A denúncia contra Eduardo Bolsonaro
Em 22 de setembro de 2025, a PGR denunciou tanto Eduardo quanto o empresário Paulo Figueiredo por coação ao longo do processo da ação penal do golpe, crime previsto no artigo 344 do Código Penal.
Segundo a peça, ambos articularam, de forma “livre, consciente e voluntária”, ameaças relacionadas à imposição de sanções estrangeiras contra magistrados e contra o próprio Brasil.
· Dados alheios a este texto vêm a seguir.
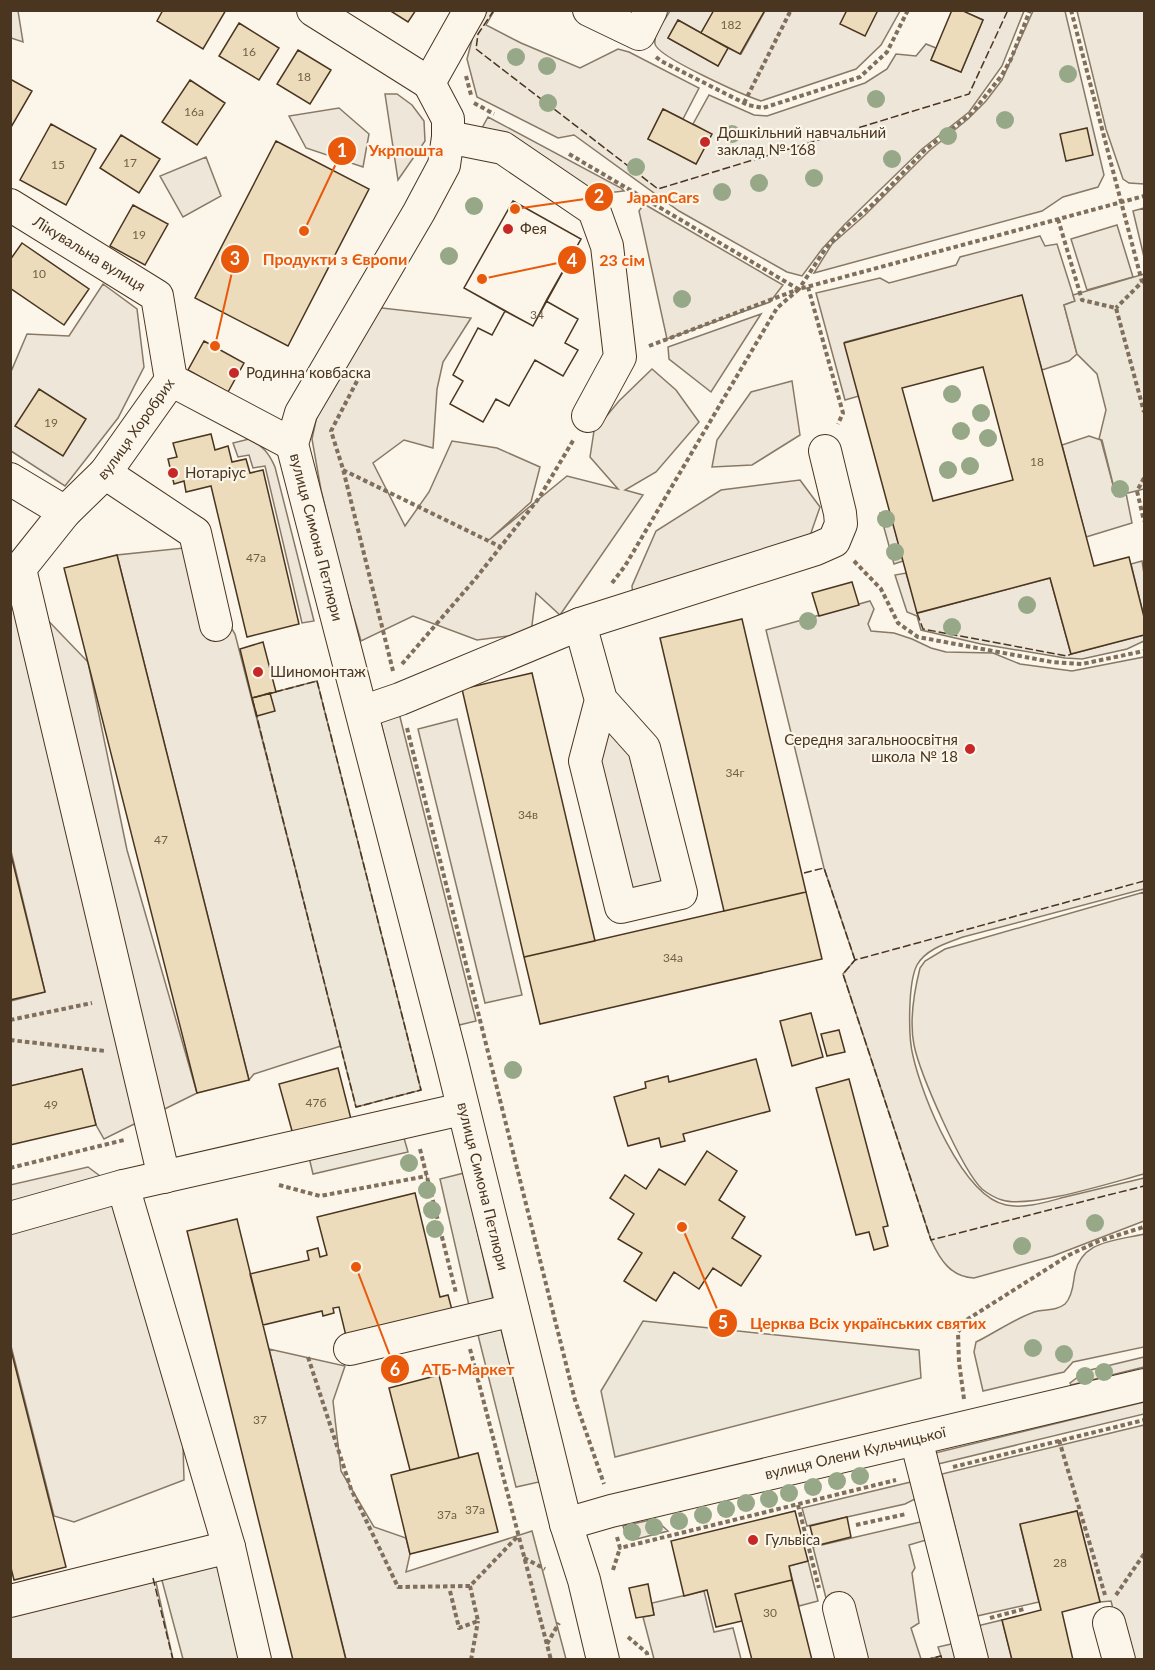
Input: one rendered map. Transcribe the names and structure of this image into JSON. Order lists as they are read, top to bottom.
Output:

O objetivo seria evitar a condenação do ex-presidente Jair Bolsonaro (PL) e de aliados na Ação Penal 2.668, que apurou a atuação do “núcleo 1” na suposta tentativa de golpe de Estado ocorrida no Brasil entre 2022 e 2023.
No último dia 11 de maio, a PGR pediu ao STF a condenação de Eduardo por coação. Depois, em 22 de maio, em suas alegações finais na ação, a Defensoria Pública da União (DPU) solicitou o reconhecimento da nulidade absoluta do processo, por ausência do pressuposto processual de jurisdição válida, em razão de falta de imparcialidade objetiva do ministro relator.